There are many other factors that determine what the benefit will be and how much employees will pay as their share of the cost of the benefit.

This shows some of the factors in place today for current and future Mendocino County employees. Other California Counties can and do adopt different values for these factors - but all counties (and basically all governments that offer defined pensions) have tables that generally look like this. I don't show Mendocino County's First Tiers because there are very few who haven't already retired. I also don't show Probation Tiers because they are the smallest of the tiers.

"Can Retire - Age/Yrs Srvc (Service)" is the earliest an employee can retire and how many years of service they must have at that age to do so. All employees can retire at 70 regardless of how many years they worked for the County.
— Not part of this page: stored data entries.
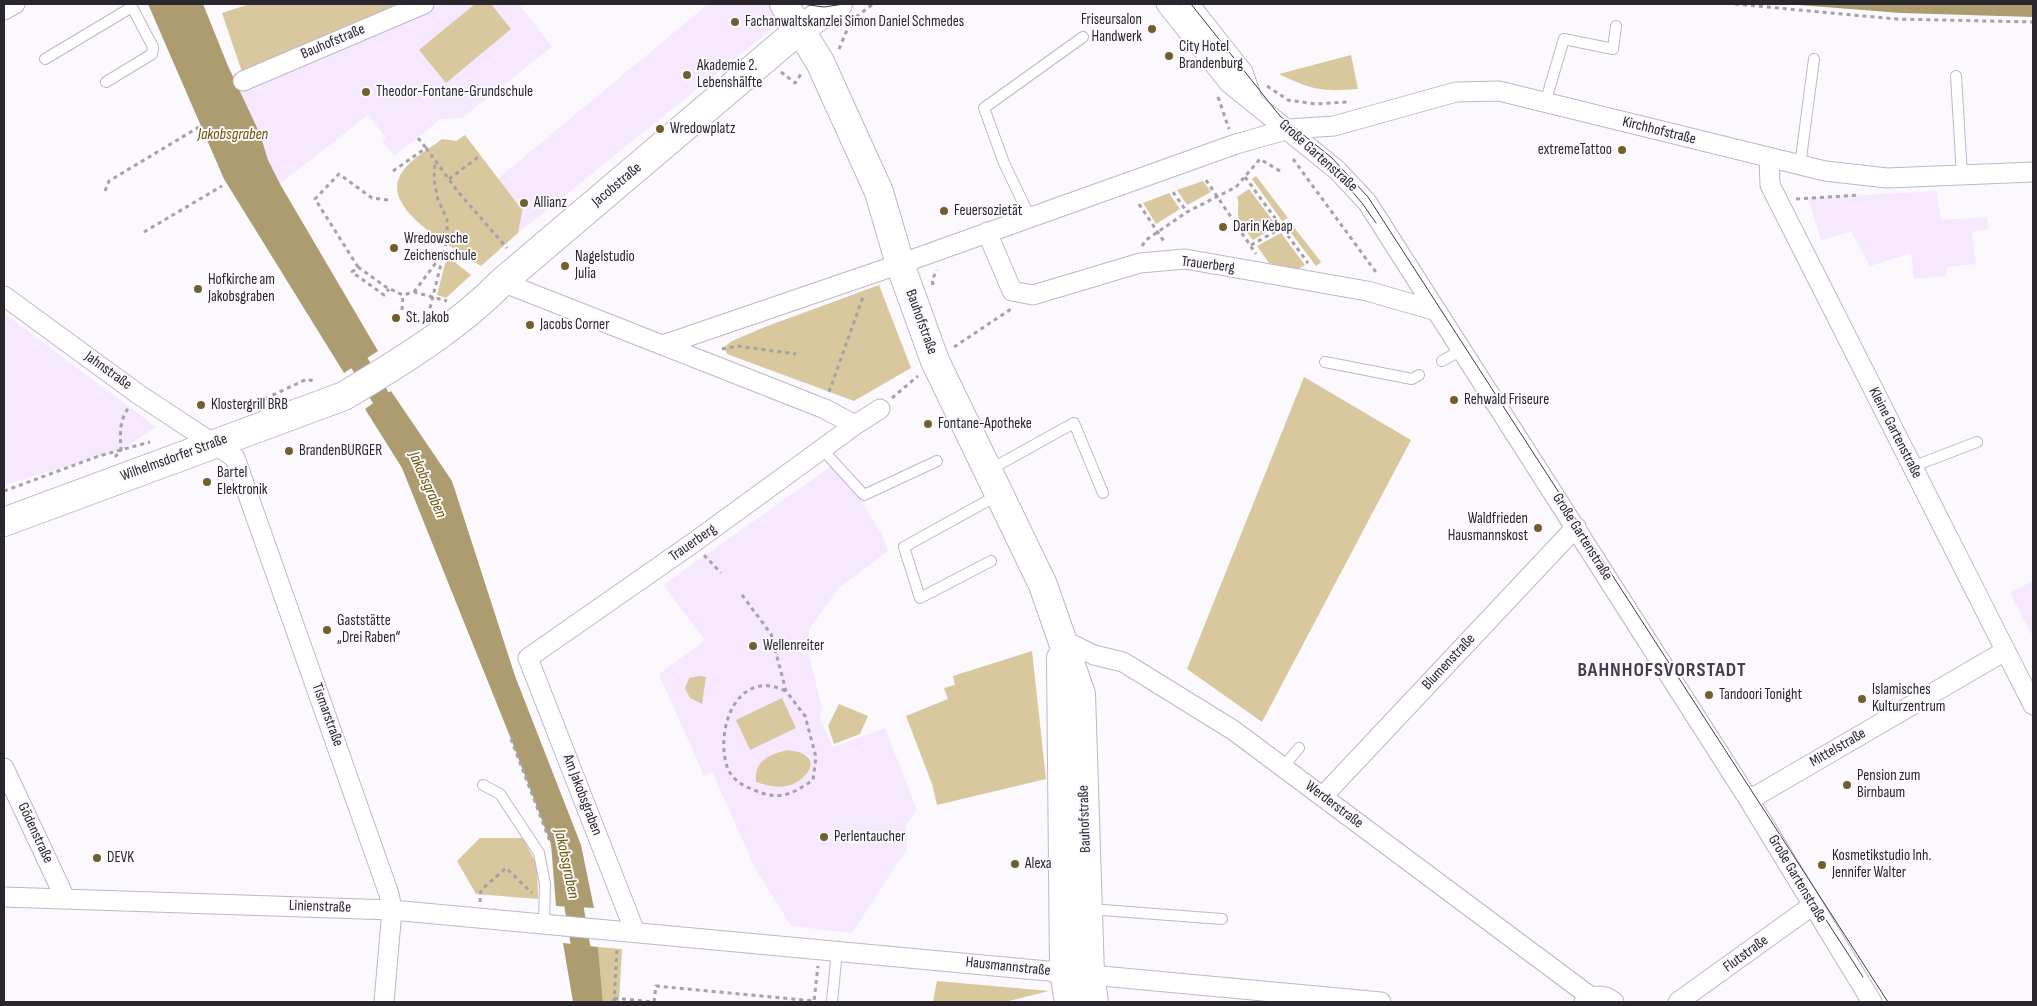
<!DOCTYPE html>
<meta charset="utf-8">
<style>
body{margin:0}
#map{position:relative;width:2037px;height:1006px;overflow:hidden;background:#fbf9fd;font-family:"Sofia Sans Condensed",sans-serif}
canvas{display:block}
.frame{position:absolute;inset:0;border:5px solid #2a262e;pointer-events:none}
</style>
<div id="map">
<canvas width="2037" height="1006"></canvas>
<div class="frame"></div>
</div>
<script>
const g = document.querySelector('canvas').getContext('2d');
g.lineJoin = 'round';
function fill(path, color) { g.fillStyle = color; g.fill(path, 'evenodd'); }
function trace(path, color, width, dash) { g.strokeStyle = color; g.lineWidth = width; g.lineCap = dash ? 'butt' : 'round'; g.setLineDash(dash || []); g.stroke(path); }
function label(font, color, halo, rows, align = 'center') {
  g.font = font + ' "Sofia Sans Condensed",sans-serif'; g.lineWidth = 4; g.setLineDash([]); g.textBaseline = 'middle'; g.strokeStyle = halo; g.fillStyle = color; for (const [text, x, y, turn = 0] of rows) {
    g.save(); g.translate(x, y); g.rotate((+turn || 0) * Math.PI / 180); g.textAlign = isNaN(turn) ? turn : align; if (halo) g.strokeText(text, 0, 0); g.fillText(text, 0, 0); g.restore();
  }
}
fill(new Path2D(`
 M444,4H519L552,47L462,118L441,119L394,156L382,141L386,138L368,115L280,184L268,160L260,134L238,88Z
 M708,4H798L766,34L518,233L483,191Z
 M1937,191L1941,220L1987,217L1989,229L1972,232L1976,264L1947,267V276L1914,279L1911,253L1870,266L1851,232L1821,240L1808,198Z
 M4,313L156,427L121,450L4,485Z
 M833,465L859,497L882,535L888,551L838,589L809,629L808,651L822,709L820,719L833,747L885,728L917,810L906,825L907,849L852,933L791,926L755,868L712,772L704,776L659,674L705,640L663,585Z
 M2033,581V637L2010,593Z`), '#f6e9ff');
fill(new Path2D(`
 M250,4H392L395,10L243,75L222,13Z
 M475,4H491L511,29L446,83L419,50Z
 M1351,55L1358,89C1322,92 1312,90 1279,74Z
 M465,135L519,206L523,207L518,233L481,266C458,250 384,212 399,178C406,161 428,150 442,139L456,141Z
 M1256,176L1288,218L1282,221L1252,179Z
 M1203,181L1211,192L1187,205L1177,190Z
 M1249,189L1277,226L1253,240C1248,233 1238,223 1238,214C1237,208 1240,204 1237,197Z
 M1169,193L1180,209L1156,224L1143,203Z
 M1293,226L1321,262L1316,266L1288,229Z
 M1281,233L1305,265L1298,269L1269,263L1257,246Z
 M447,256L471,275L446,298L437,295Z
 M879,285L911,368L854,401L727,354L724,347L732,341L765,327Z
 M1304,377L1411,440L1262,722L1187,669Z
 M1032,651L1046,779L937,805L932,784L906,716L948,699L944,688L955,685L953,676Z
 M699,676L706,677L702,704L690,698L685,688L689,678Z
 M782,698L796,728L750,750L736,720Z
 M839,704L868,716L860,734L834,744L828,726Z
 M787,750C792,751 798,751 803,754C822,764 801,783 787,786C777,788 765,785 756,782C754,761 768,755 787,750Z
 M480,838H523L537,865L538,899L476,894L457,861Z
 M598,947L622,949L619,1002H603Z
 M937,981L1049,991L1005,1002H933Z`), '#d9c89d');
fill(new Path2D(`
 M148,4H203L228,66L260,134L268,160L280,184L378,351L344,373L224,179Z
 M1786,4H2033V17L1901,13Z
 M391,391L452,481L515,676L581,845L594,908L556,906L551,844L511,739L402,468L365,409Z
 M563,943L598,947L603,1002H573Z`), '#ad9c70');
trace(new Path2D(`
 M347,343L394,419
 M570,883L590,1002`), '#ad9c70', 19);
const lane = new Path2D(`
 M45,59L132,7L130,4
 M1956,76L1962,175
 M106,82L152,54L153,47L132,7
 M1545,103L1564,39L1613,49L1616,26
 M1800,166L1814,59
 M1030,217L1004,163L984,108L1083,37
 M1442,361L1462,350
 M1325,362L1412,379L1419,375
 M822,449L864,495L937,461
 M1912,467L1977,442
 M989,470L1074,423L1103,493
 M991,561L920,598L904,547L998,495
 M1283,767L1299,748
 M483,785L500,794L539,853L545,884L544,923
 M1089,909L1222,919
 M832,1002L837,950`);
const street = new Path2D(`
 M1166,4L1229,83L1337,170L1367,202L1749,800L1872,1002
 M1189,4L1243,72L1253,101
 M4,10L15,4
 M243,81L424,4
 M1769,158L1770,185L2033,705
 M987,232L1012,291L1033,295L1140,263L1185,259L1367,291L1437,311
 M502,282L825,409L855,425L693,543L528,658L635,932
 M4,296L138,394L235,458L389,894L392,910L384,1002
 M663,345L900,264L1236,144L1289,129L1334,126L1456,92L1499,91L1825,171L1887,178L2033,172
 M855,425L880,409
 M1061,639L1094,655L1123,662L1233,730L1591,997
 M4,768L65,898
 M1323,796L1576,527
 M1749,800L2005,651
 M4,897L392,910L1381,1002
 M1584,1002C1594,994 1604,994 1614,1002
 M1678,1002L1813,905`);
const secondary = new Path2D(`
 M784,4L820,62L879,192L900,264L935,361L1043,585L1081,694L1090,975L1094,1002
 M4,522L344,396C399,363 457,328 502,282L800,29L838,4
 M1061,658L1064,972L1069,1002`);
trace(lane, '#c1b5c9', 12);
trace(street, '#c1b5c9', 21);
trace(secondary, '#c1b5c9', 30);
trace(new Path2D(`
 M1735,4L1896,19L2033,22
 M856,17L873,4
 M839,49L850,23
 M781,72L795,83L801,74
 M1267,86L1288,100L1316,104L1347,102
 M1218,97L1229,129
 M418,138L426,148
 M1293,159L1378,275
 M393,171L426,148L459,193L507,248
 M1245,177L1308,263
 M449,179L481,155
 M1206,180L1256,254
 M105,191L109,181L199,127
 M1173,192L1187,212
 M1796,199L1860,195
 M388,200L372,198L339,174L315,199L358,267L352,272L384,295L389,289
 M1139,204L1165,243
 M144,232L222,186
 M1251,245L1291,223
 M1142,246L1146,240L1187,212L1236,187L1260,159L1280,171
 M358,267L386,287L403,295L414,292L447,301
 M933,285L932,280L937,270
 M414,292L438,260L444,257
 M402,310L403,295
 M428,316L447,240V219L438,200L434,180L435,162
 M954,347L1011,309
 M722,349L737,346L796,354
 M829,392L864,294
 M892,398L918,376
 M258,402L307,379L316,382
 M115,457L121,450C120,433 119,421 129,407
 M4,491L99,456L150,442
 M704,555L721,573
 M742,595L771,634L786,691L805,716L816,757L813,780C791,795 779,801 754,790C743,786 733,780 728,769C717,742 727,692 760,686C769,684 778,688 786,691
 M511,739L551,844
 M480,902L481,890L506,868L532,893
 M614,998L653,1002
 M614,1002L617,949
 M654,1002L656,986L814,1001L818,966`), '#a4a1a7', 3, [4, 4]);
trace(lane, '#fff', 10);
trace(street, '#fff', 19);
trace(secondary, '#fff', 28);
trace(new Path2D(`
 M802,4L824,7L844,4
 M1191,4L1280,116L1332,158L1368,197L1888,1002
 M1337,174L1362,203L1376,223
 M1784,855L1863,977`), '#403c44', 1);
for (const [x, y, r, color] of [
 [735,22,5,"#705e2c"],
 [1152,29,5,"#705e2c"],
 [1169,56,5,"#705e2c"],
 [687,75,5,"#705e2c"],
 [366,92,5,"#705e2c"],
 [660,129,5,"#705e2c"],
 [1622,150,5,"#705e2c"],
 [524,203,5,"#705e2c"],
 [944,211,5,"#705e2c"],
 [1223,227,5,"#705e2c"],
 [394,248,5,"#705e2c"],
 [565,266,5,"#705e2c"],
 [198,289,5,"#705e2c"],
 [396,318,5,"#705e2c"],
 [530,325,5,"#705e2c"],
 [1454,400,5,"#705e2c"],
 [201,405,5,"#705e2c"],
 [928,424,5,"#705e2c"],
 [289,451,5,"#705e2c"],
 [207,482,5,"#705e2c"],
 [1538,528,5,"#705e2c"],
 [327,630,5,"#705e2c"],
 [753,646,5,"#705e2c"],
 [1709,695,5,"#705e2c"],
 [1862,699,5,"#705e2c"],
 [1847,785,5,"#705e2c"],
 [824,837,5,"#705e2c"],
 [97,858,5,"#705e2c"],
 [1015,864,5,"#705e2c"],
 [1822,865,5,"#705e2c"]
]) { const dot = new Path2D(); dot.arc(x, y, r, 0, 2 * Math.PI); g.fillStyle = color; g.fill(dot); trace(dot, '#fbf9fd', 2); }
label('15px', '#2a262e', '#fbf9fd', [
 ["Friseursalon",1142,20,"right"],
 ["Handwerk",1142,37,"right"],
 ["Fachanwaltskanzlei Simon Daniel Schmedes",745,22],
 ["City Hotel",1179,47],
 ["Brandenburg",1179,64],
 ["Akademie 2.",697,66],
 ["Lebenshälfte",697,83],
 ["Theodor-Fontane-Grundschule",376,92],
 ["Wredowplatz",670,129],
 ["extremeTattoo",1612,150,"right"],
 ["Allianz",534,203],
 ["Feuersozietät",954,211],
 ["Darin Kebap",1233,227],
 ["Wredowsche",404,239],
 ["Zeichenschule",404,256],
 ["Nagelstudio",575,257],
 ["Julia",575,274],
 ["Hofkirche am",208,280],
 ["Jakobsgraben",208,297],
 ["St. Jakob",406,318],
 ["Jacobs Corner",540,325],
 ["Rehwald Friseure",1464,400],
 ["Klostergrill BRB",211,405],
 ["Fontane-Apotheke",938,424],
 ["BrandenBURGER",299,451],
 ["Bartel",217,473],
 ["Elektronik",217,490],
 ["Waldfrieden",1528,519,"right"],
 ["Hausmannskost",1528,536,"right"],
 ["Gaststätte",337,621],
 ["„Drei Raben“",337,638],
 ["Wellenreiter",763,646],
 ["Islamisches",1872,690],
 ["Kulturzentrum",1872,707],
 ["Tandoori Tonight",1719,695],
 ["Pension zum",1857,776],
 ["Birnbaum",1857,793],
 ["Perlentaucher",834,837],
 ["Kosmetikstudio Inh.",1832,856],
 ["Jennifer Walter",1832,873],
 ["DEVK",107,858],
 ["Alexa",1025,864]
], 'left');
label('15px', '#2a262e', '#fbf9fd', [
 ["Bauhofstraße",333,42,-23],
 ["Kirchhofstraße",1659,131,14],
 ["Große Gartenstraße",1318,156,42],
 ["Jacobstraße",617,185,-40],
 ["Trauerberg",1208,265,7],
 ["Bauhofstraße",921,322,70],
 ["Jahnstraße",108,371,36],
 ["Kleine Gartenstraße",1895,433,63],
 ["Wilhelmsdorfer Straße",174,458,-20],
 ["Große Gartenstraße",1582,537,58],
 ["Trauerberg",693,543,-35],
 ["Blumenstraße",1449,662,-47],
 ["Tismarstraße",327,715,70],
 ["Mittelstraße",1838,748,-30],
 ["Am Jakobsgraben",582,795,69],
 ["Werderstraße",1334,805,37],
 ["Bauhofstraße",1085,819,-92],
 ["Gödenstraße",35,833,65],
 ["Große Gartenstraße",1797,879,59],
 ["Linienstraße",320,907,2],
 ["Flutstraße",1746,954,-36],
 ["Hausmannstraße",1008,967,6]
]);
label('italic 16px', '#6c5401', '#fbf9fd', [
 ["Jakobsgraben",233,135],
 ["Jakobsgraben",427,485,66],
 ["Jakobsgraben",566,864,78]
]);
g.letterSpacing = '1px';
label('bold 20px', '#463c4d', '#fbf9fd', [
 ["BAHNHOFSVORSTADT",1662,671]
]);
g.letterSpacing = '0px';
</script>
An example - a "Tier Two" Deputy Sheriff can retire at age 55 and receive 3.0% of final pensionable compensation for each year they work. So - if they worked 25 years and final compensation were $100,000 and no other factors are involved (disability, etc.) then the pension will be $75,000 ($100,000 x 0.03 x 25).

  Can Retire
Age/Yrs Srvc
For each year of service - if retire at age or older:
Tier Hire Date 50 52 55 57 62 65 67
General Employees
  Two/Three Before 1/1/13 50/10 1.34%   1.77%   2.62%    
  Four On/After 1/1/13 52/5   1.00% 1.30%   2.00% 2.30% 2.50%
Deputy Sheriffs
  Two Before 1/1/13 50/10 2.29%   3.00%        
  Three On/After 1/1/13 50/5 2.00%   2.50% 2.70%      


NOTE 1: The debate in the US about public pensions is almost always based on an extremely simplistic "either this or that" concept about retirement benefits. It's either "Defined Contribution" like 401k's or "Defined Benefit" like most public pensions. I believe this rigid and brittle "either this or that" way of thinking is one of the biggest problems we face. Both the "pure" Defined Contribution and Defined Benefit models have very significant weaknesses - but there are ways of combining and modifying aspects of each to produce "hybrid" retirement systems that can avoid the weaknesses of both and build on the different strengths each has to offer. I'll discuss these "hybrid" methods in a future series in the "Goals of Reform" section.